#### Brief
Each line below has to be set down again exactly.

#### Task inputs
● ● ● ● ●

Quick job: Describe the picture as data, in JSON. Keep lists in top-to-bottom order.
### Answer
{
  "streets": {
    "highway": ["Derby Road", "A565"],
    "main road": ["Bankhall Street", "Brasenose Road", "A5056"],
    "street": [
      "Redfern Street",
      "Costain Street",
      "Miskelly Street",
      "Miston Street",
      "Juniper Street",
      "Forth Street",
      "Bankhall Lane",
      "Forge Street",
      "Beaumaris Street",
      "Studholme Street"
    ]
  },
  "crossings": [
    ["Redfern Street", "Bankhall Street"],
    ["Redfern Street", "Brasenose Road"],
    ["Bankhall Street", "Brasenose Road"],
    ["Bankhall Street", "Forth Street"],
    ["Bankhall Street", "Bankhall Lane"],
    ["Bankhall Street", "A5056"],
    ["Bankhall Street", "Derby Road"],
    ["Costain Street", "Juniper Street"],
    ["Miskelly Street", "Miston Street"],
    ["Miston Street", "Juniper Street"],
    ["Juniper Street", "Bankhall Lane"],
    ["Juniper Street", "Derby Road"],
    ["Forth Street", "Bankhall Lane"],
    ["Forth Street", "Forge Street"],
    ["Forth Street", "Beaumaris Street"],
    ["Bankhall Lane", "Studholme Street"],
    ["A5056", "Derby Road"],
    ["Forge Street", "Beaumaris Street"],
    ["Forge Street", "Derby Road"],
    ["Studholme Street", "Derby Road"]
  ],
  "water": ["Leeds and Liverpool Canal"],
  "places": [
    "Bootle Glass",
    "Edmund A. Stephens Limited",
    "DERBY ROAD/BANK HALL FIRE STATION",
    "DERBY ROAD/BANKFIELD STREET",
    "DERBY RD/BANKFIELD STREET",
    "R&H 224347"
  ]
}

● ● ● ● ●

#### Response area
Quick job: Describe the picture as data, in JSON. Keep lists in top-to-bottom order.
### Answer
{
  "streets": {
    "highway": ["Derby Road", "A565"],
    "main road": ["Bankhall Street", "Brasenose Road", "A5056"],
    "street": [
      "Redfern Street",
      "Costain Street",
      "Miskelly Street",
      "Miston Street",
      "Juniper Street",
      "Forth Street",
      "Bankhall Lane",
      "Forge Street",
      "Beaumaris Street",
      "Studholme Street"
    ]
  },
  "crossings": [
    ["Redfern Street", "Bankhall Street"],
    ["Redfern Street", "Brasenose Road"],
    ["Bankhall Street", "Brasenose Road"],
    ["Bankhall Street", "Forth Street"],
    ["Bankhall Street", "Bankhall Lane"],
    ["Bankhall Street", "A5056"],
    ["Bankhall Street", "Derby Road"],
    ["Costain Street", "Juniper Street"],
    ["Miskelly Street", "Miston Street"],
    ["Miston Street", "Juniper Street"],
    ["Juniper Street", "Bankhall Lane"],
    ["Juniper Street", "Derby Road"],
    ["Forth Street", "Bankhall Lane"],
    ["Forth Street", "Forge Street"],
    ["Forth Street", "Beaumaris Street"],
    ["Bankhall Lane", "Studholme Street"],
    ["A5056", "Derby Road"],
    ["Forge Street", "Beaumaris Street"],
    ["Forge Street", "Derby Road"],
    ["Studholme Street", "Derby Road"]
  ],
  "water": ["Leeds and Liverpool Canal"],
  "places": [
    "Bootle Glass",
    "Edmund A. Stephens Limited",
    "DERBY ROAD/BANK HALL FIRE STATION",
    "DERBY ROAD/BANKFIELD STREET",
    "DERBY RD/BANKFIELD STREET",
    "R&H 224347"
  ]
}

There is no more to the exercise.